(Teleborsa) – Il mercato italiano del private debt continua la sua fase di espansione, mostrando una crescita sostenuta sul fronte degli investimenti. Nel primo semestre 2025, secondo i dati diffusi da AIFI in collaborazione con CDP, sono stati investiti 2,1 miliardi di euro, con un incremento del 66% rispetto ai 1,27 miliardi dello stesso periodo del 2024. Il numero di società finanziate è salito a 94, in aumento del 18%, a testimonianza della crescente diversificazione degli operatori e dell’ampliamento del mercato verso nuove imprese. Escludendo le operazioni di importo superiore ai 100 milioni di euro, l’ammontare investito risulta comunque in crescita dell’8%, segnale di una maggiore attività anche sulle fasce di mercato medio-piccole. Gli operatori internazionali continuano a svolgere un ruolo rilevante, con il 78% dell’ammontare investito, mentre gli investitori domestici si distinguono per il numero di operazioni (61%).
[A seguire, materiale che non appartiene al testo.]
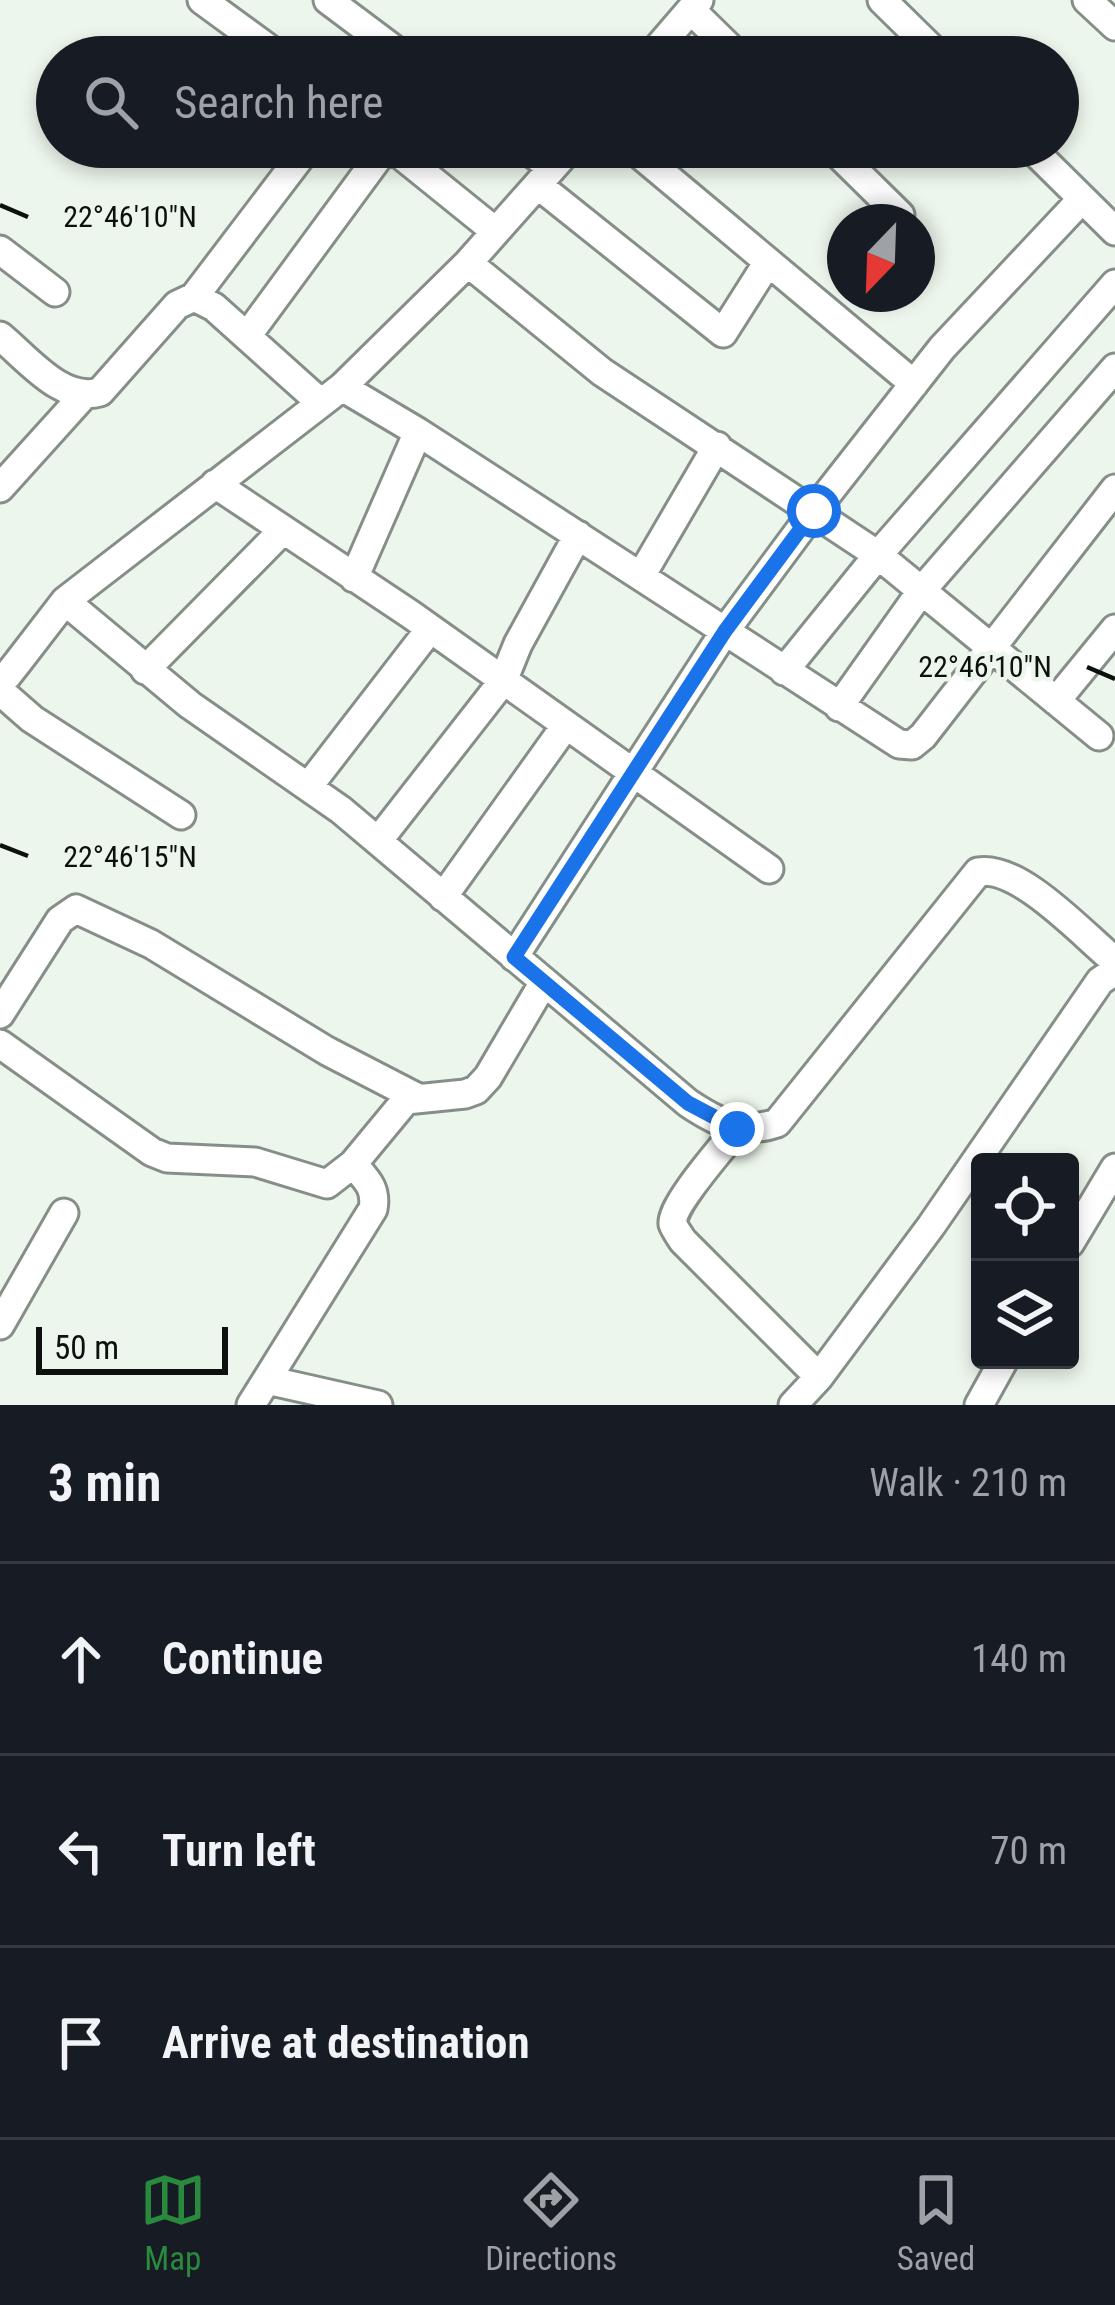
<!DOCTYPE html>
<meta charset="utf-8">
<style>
:root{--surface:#171b24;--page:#242831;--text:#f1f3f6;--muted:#9ea1a6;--line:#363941;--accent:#29893c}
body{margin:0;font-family:"Roboto Condensed",sans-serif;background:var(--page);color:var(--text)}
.controls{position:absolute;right:36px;bottom:36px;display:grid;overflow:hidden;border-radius:12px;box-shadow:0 6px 18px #0003}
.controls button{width:108px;height:108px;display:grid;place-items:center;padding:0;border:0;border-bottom:3px solid var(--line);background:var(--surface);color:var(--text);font:60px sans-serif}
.compass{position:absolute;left:827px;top:204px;width:108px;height:108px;border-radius:50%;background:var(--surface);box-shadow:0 6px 18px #0003;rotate:203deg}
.scale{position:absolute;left:36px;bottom:30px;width:192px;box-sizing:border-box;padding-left:12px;border:6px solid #0d110d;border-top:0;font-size:33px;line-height:42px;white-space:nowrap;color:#0d110d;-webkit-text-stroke:9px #ecf6ec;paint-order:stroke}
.stop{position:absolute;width:36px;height:36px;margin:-27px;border:9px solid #1a73e8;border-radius:50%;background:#fff}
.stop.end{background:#1a73e8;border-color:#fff;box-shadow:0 3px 12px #0008}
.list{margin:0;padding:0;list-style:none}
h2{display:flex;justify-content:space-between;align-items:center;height:156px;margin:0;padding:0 48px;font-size:51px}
h2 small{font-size:39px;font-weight:400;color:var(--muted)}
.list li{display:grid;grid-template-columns:78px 1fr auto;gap:36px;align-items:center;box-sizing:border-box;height:192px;padding:0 48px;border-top:3px solid var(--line)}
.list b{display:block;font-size:45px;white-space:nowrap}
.list em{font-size:39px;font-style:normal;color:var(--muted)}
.icon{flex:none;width:66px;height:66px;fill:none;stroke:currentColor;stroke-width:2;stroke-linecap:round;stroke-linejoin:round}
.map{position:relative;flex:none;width:1115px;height:1405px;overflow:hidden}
.search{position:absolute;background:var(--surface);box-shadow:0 6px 18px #0003;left:36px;right:36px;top:36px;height:132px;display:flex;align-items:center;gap:30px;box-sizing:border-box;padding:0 42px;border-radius:66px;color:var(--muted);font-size:45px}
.sheet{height:732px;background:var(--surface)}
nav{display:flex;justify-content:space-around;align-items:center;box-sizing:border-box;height:168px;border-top:3px solid var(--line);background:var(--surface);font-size:33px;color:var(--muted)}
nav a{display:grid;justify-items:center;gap:6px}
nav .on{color:var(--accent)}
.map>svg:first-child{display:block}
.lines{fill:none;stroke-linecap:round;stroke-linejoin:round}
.street-casing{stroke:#868f87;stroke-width:33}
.street{stroke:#fff;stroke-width:27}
.route{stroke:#1a73e8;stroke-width:15}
.ticks{fill:none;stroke:#0d110d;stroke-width:4.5}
.ticks-label{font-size:30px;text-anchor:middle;fill:#0d110d;stroke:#ecf6ec;stroke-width:9;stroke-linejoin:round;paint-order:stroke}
</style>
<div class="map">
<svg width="1115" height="1405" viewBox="0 0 1115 1405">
<rect width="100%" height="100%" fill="#ecf6ec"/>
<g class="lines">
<defs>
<path id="street" d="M 202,0 L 280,57
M 328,0 L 404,57
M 882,0 L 940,57
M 1087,0 L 1115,26
M 691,10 L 739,57
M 650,57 L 699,0
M 391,147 L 495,231
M 524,147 L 552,168
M 631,147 L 914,384
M 831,147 L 900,215
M 1030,147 L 1115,231
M 538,185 L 723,333 L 768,262
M 0,250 L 55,292
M 468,263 L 602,372 L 878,555 L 1099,736
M 194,297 L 308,147
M 0,336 C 28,359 62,403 100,392 L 177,305 L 194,297 L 214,307 L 321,403
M 247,336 L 386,147
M 342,387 L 418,432 L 899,744 L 912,745 L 923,736 L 1115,489
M 215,484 L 410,614 L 769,869
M 0,488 L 83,396
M 641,576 L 717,446
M 354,578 L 418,432
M 65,601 L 190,705 L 341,810 L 688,1103 C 718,1123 741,1135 777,1123 L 978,872 C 1019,864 1083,935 1115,961
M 145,670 L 283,530
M 784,671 L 878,555 L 1115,284
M 0,677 L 7,676 L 18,662 L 65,601 L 342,387 L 468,263 L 571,147
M 0,691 L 32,719 L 181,815
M 1056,701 L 1115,629
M 839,707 L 922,590 L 1115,368
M 308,787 L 430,629
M 378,841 L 503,681 L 518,644 L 578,535
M 443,897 L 566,725
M 514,957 L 725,631 L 814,511 L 942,348 L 1082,199
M 0,1014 L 60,920 L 76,909 L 151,944 L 327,1051 L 416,1097
M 0,1044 L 152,1152 L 167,1158 L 255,1162 L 327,1184 L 353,1164 L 406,1100 L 465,1094 L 476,1090 L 488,1077 L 544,982
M 737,1129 C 724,1146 670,1206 673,1224 C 674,1228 681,1238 683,1241 L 819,1377
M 1070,1243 L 1115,1168
M 0,1325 L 64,1213
M 267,1380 L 378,1405
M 251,1405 L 373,1209 C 377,1188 366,1179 353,1164
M 793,1405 L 819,1377 L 931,1226 L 1100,981 L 1115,971
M 979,1405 L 1004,1360"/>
</defs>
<use href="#street" class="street-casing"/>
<use href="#street" class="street"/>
</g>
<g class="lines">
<path class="route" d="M 737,1129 L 688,1103 L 514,957 L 725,631 L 814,511"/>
</g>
<path class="ticks" d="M 0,205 L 28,217M 1087,667 L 1115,679M 0,845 L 28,856"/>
<g class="ticks-label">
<text x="130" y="227">22°46'10"N</text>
<text x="985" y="677">22°46'10"N</text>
<text x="130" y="867">22°46'15"N</text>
</g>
</svg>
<div class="controls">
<button><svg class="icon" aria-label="locate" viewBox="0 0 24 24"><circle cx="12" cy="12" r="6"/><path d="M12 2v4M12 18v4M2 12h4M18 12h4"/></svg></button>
<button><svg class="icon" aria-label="layers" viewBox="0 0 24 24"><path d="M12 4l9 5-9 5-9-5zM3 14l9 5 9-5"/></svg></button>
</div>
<svg class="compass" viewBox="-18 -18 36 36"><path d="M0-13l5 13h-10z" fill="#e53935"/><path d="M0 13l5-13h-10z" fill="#9ea1a6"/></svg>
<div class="scale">50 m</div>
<div class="stop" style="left:814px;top:511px"></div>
<div class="stop end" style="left:737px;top:1129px"></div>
<div class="search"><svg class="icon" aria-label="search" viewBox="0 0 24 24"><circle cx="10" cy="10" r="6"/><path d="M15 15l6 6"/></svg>Search here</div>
</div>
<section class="sheet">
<h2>3 min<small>Walk · 210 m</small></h2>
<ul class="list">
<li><svg class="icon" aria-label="ahead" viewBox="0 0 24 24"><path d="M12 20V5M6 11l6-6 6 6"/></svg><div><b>Continue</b></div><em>140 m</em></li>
<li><svg class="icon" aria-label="left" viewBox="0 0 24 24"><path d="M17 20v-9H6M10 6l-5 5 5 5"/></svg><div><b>Turn left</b></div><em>70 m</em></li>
<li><svg class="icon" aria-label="arrive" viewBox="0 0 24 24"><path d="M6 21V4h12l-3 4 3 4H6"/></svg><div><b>Arrive at destination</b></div></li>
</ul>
</section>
<nav>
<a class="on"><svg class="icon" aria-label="map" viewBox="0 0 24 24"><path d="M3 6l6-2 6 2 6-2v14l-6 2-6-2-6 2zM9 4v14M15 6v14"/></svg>Map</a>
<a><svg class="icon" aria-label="directions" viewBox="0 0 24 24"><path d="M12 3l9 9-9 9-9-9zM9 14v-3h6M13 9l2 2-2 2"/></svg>Directions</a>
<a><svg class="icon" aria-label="saved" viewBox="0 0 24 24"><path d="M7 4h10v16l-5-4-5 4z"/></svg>Saved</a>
</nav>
Sul fronte della raccolta, il trend appare meno positivo. Nel primo semestre 2025, i fondi di private debt hanno raccolto complessivamente 464 milioni di euro, in calo del 21% rispetto ai 589 milioni registrati l’anno precedente. La quota prevalente proviene dal settore pubblico e dai fondi di fondi istituzionali (42%), seguiti da fondi pensione e casse di previdenza (20%) e dalle banche (poco meno del 20%). La raccolta è quasi interamente di provenienza domestica (99%), confermando la limitata partecipazione di investitori esteri. Come sottolineato dal presidente AIFI Innocenzo Cipolletta, il mercato “soffre di un ulteriore calo del 21%” e necessita di “un’azione di sistema per aumentare la dimensione degli operatori italiani”, così da poter competere su scala internazionale.
Analizzando la struttura delle operazioni, emerge che il 73% degli interventi è rappresentato da finanziamenti diretti, mentre il 23% riguarda la sottoscrizione di obbligazioni. I finanziamenti senior dominano sia per numero di operazioni (56%) che per ammontare (73%), seguiti dalle formule unitranche (12% del capitale investito). Il 40% delle operazioni è stato realizzato in forma di club deal, il 25% come arranger unico e il 20% tramite sindacazione. La durata media delle operazioni si attesta intorno ai sei anni, con uno spread medio di 4,9 punti percentuali sopra l’Euribor a sei mesi. Interessante notare che circa un terzo dei finanziamenti è legato a criteri ESG, segnale della crescente attenzione alla sostenibilità finanziaria.
Dal punto di vista settoriale e geografico, la Lombardia si conferma la regione leader, con il 41% delle operazioni, seguita dal Veneto (14%). Il settore dei beni e servizi industriali concentra il 22% degli investimenti, seguito da energia e ambiente (16%). Le PMI restano protagoniste, rappresentando il 49% delle società finanziate, a dimostrazione del ruolo del private debt come strumento alternativo di finanziamento alla crescita. Quanto agli obiettivi degli investimenti, il 48% dell’ammontare è stato destinato a operazioni di sviluppo, con una forte componente di crescita esterna (39%), mentre i buy out rappresentano il 27%. In termini di numero di operazioni, i buy out restano la categoria prevalente (42%).